Seen at the Barrington Living History Farm (USA), this is most likely a Black-Spanish turkey, which was a common breed in the 19th century (photo credit: Big Grey Mare’s Photostream on Flickr / Carol Von Canon).
Agricultural systems analyst Philip Thornton, of the International Livestock Research Institute (ILRI), was interviewed last week by the American radio station PBS on livestock and other matters of the moment in public ‘food systems’ discourse around American Thanksgiving Day. Here is a description of the resulting, interesting, podcast.
‘With Thanksgiving approaching and Christmas just around the corner, we here at the [PBS] Climate Desk thought it would be a good time to take a hard look at how our food system is effecting the climate, and how climate change might impact the future of food.

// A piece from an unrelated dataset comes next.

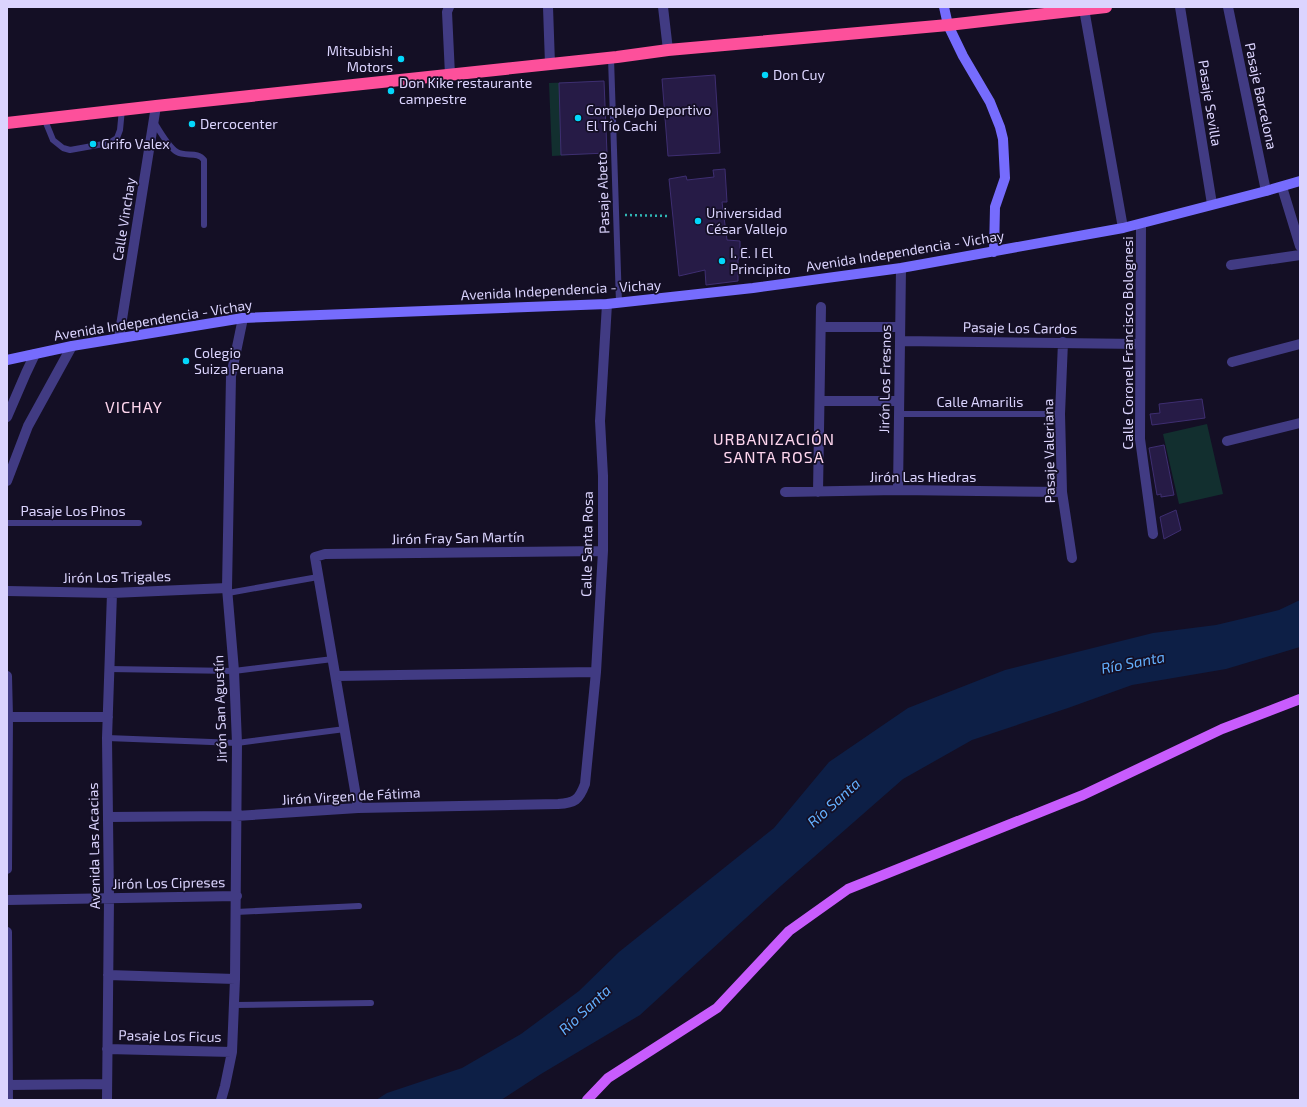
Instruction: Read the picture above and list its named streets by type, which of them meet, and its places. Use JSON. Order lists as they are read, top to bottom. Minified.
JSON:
{"streets":{"main road":["Avenida Independencia - Vichay"],"street":["Pasaje Barcelona","Pasaje Sevilla","Calle Vinchay","Pasaje Los Cardos","Calle Coronel Francisco Bolognesi","Jirón Los Fresnos","Pasaje Valeriana","Jirón Las Hiedras","Jirón Fray San Martín","Calle Santa Rosa","Jirón Los Trigales","Jirón San Agustín","Jirón Virgen de Fátima","Avenida Las Acacias","Jirón Los Cipreses","Pasaje Los Ficus"],"lane":["Pasaje Abeto","Calle Amarilis","Pasaje Los Pinos"]},"crossings":[["Pasaje Barcelona","Avenida Independencia - Vichay"],["Pasaje Sevilla","Avenida Independencia - Vichay"],["Pasaje Abeto","Avenida Independencia - Vichay"],["Calle Vinchay","Avenida Independencia - Vichay"],["Avenida Independencia - Vichay","Calle Coronel Francisco Bolognesi"],["Avenida Independencia - Vichay","Jirón Los Fresnos"],["Avenida Independencia - Vichay","Calle Santa Rosa"],["Avenida Independencia - Vichay","Jirón San Agustín"],["Pasaje Los Cardos","Calle Coronel Francisco Bolognesi"],["Pasaje Los Cardos","Jirón Los Fresnos"],["Pasaje Los Cardos","Pasaje Valeriana"],["Jirón Los Fresnos","Calle Amarilis"],["Jirón Los Fresnos","Jirón Las Hiedras"],["Calle Amarilis","Pasaje Valeriana"],["Pasaje Valeriana","Jirón Las Hiedras"],["Jirón Fray San Martín","Calle Santa Rosa"],["Calle Santa Rosa","Jirón Virgen de Fátima"],["Jirón Los Trigales","Jirón San Agustín"],["Jirón Los Trigales","Avenida Las Acacias"],["Jirón San Agustín","Jirón Virgen de Fátima"],["Jirón San Agustín","Jirón Los Cipreses"],["Jirón San Agustín","Pasaje Los Ficus"],["Jirón Virgen de Fátima","Avenida Las Acacias"],["Avenida Las Acacias","Jirón Los Cipreses"],["Avenida Las Acacias","Pasaje Los Ficus"]],"districts":["VICHAY","URBANIZACIÓN SANTA ROSA"],"water":["Río Santa"],"places":["Mitsubishi Motors","Don Cuy","Don Kike restaurante campestre","Complejo Deportivo El Tío Cachi","Dercocenter","Grifo Valex","Universidad César Vallejo","I. E. I El Principito","Colegio Suiza Peruana"]}
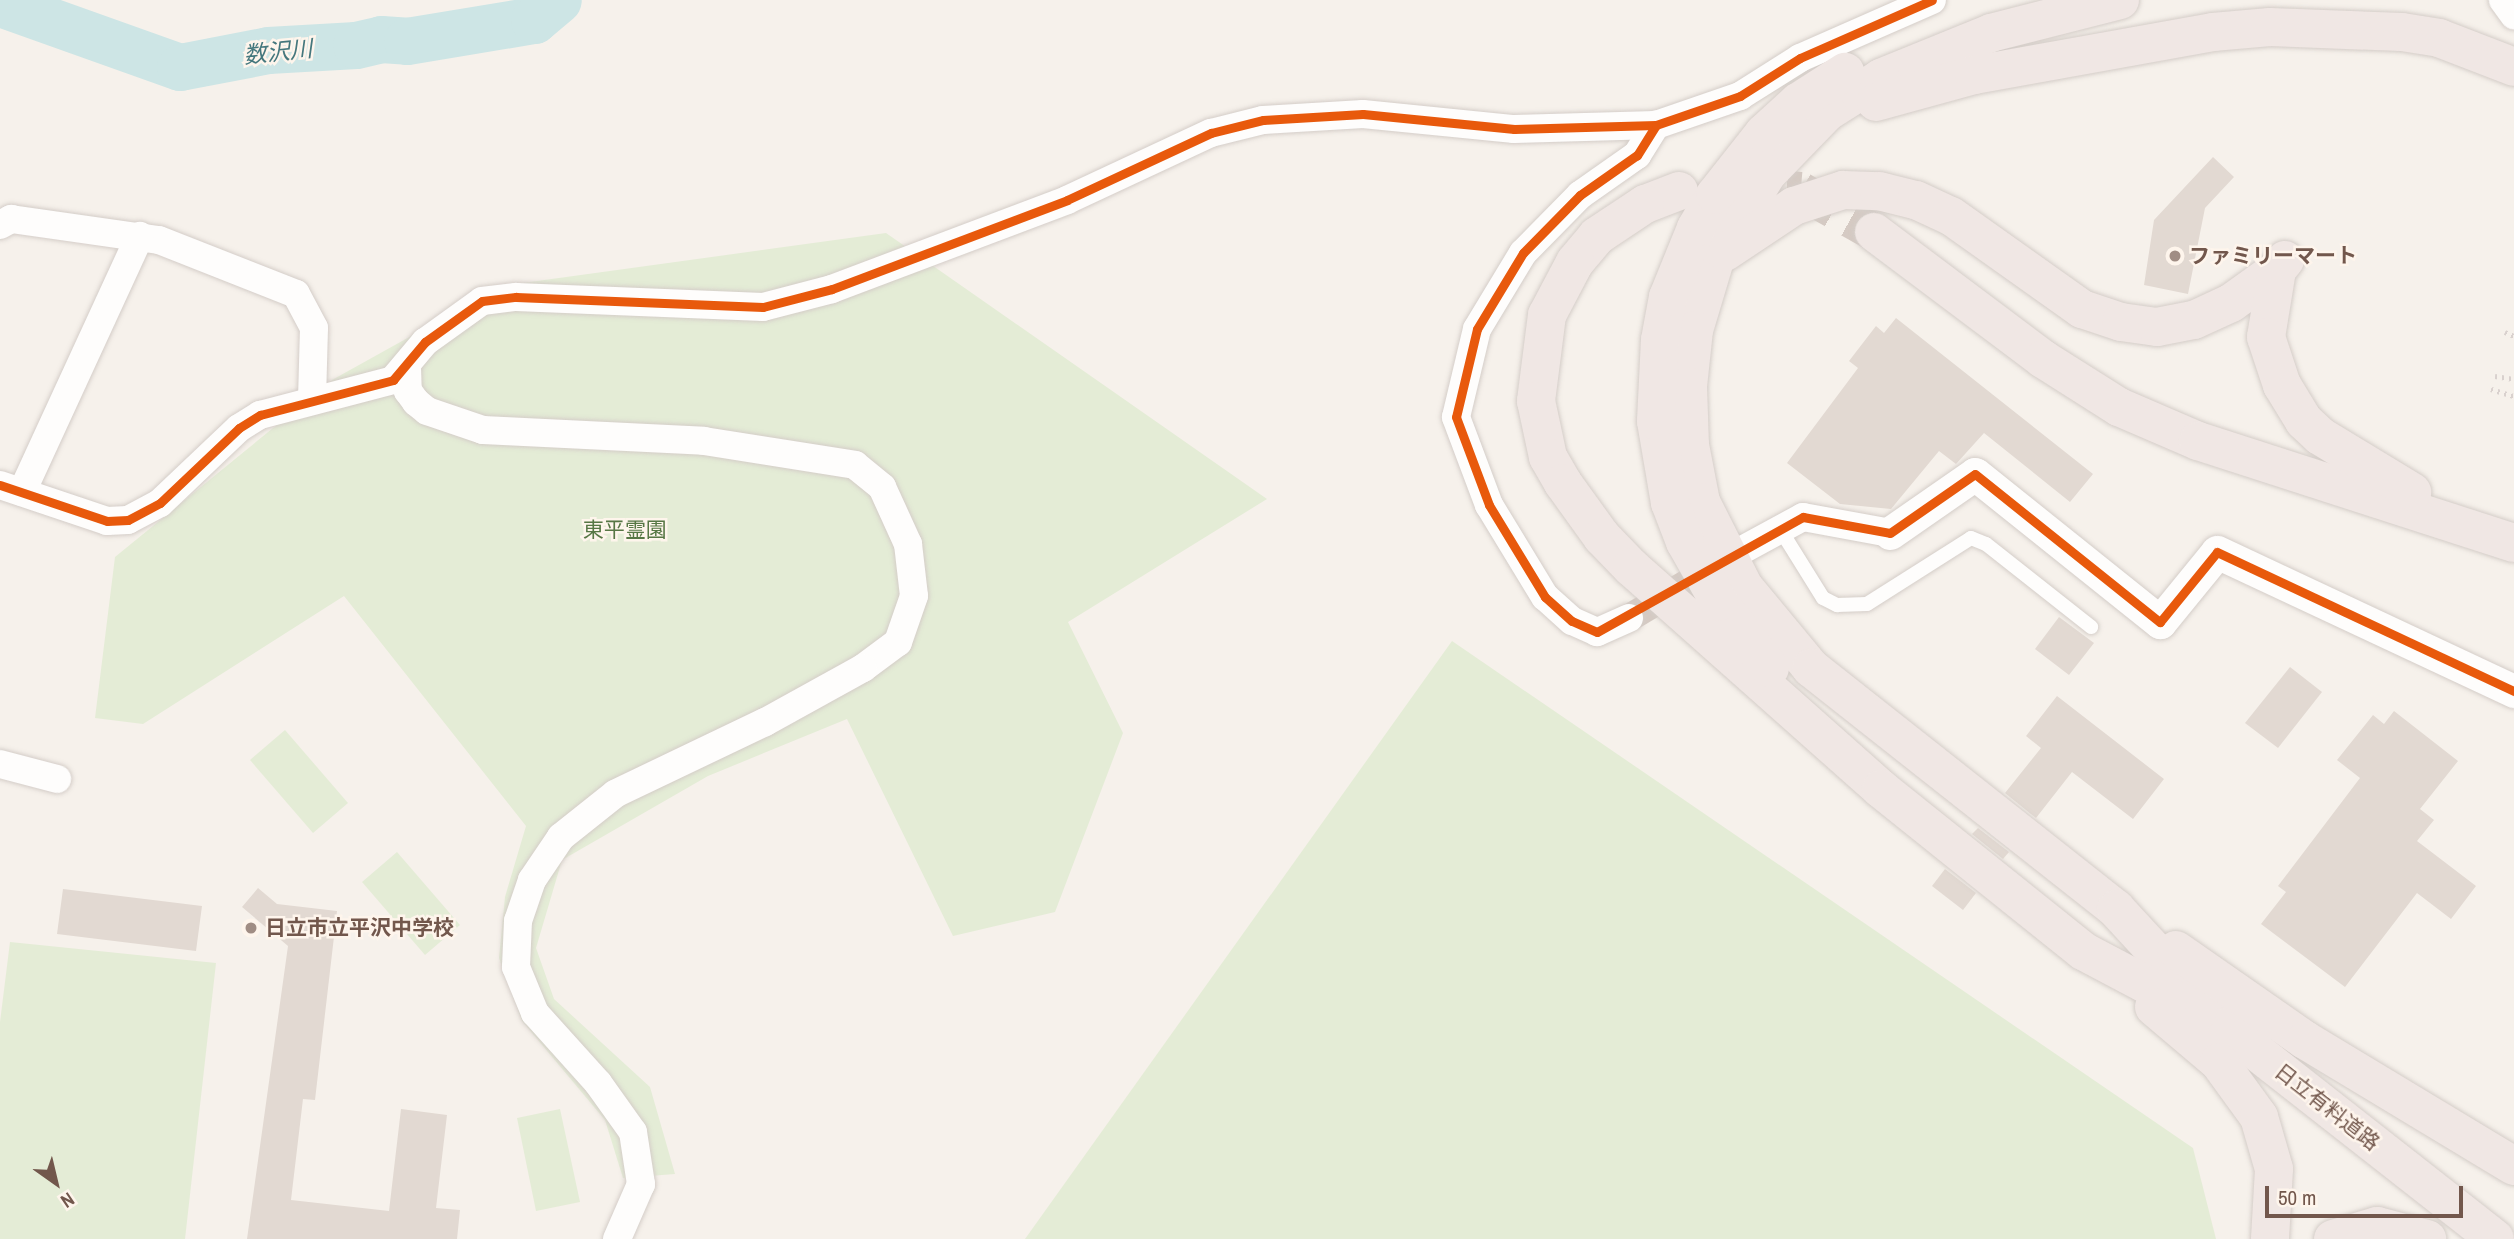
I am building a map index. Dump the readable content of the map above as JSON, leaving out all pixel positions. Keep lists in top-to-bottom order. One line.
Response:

‘What we found was a lot more complicated than we imagined. Counterintuitive even.
‘Would you ever have guessed, for example, that spinach is as bad for the planet as beef? It all depends on how you measure, of course, but one of our guests, geophysicist Gidon Eshel, says it might be. Or that global warming might actually be good for agriculture? NASA agronomist Cynthia Rosenzweig says that, at least in the short term, that’ll be the case.
‘We also spoke with bestselling author Anna Lappé, agricultural analyst Philip Thorton, and Tara Oresick, the manager of Farm Sanctuary, an animal rights organization that conducts an annual adopt-a-turkey drive every Thanksgiving.’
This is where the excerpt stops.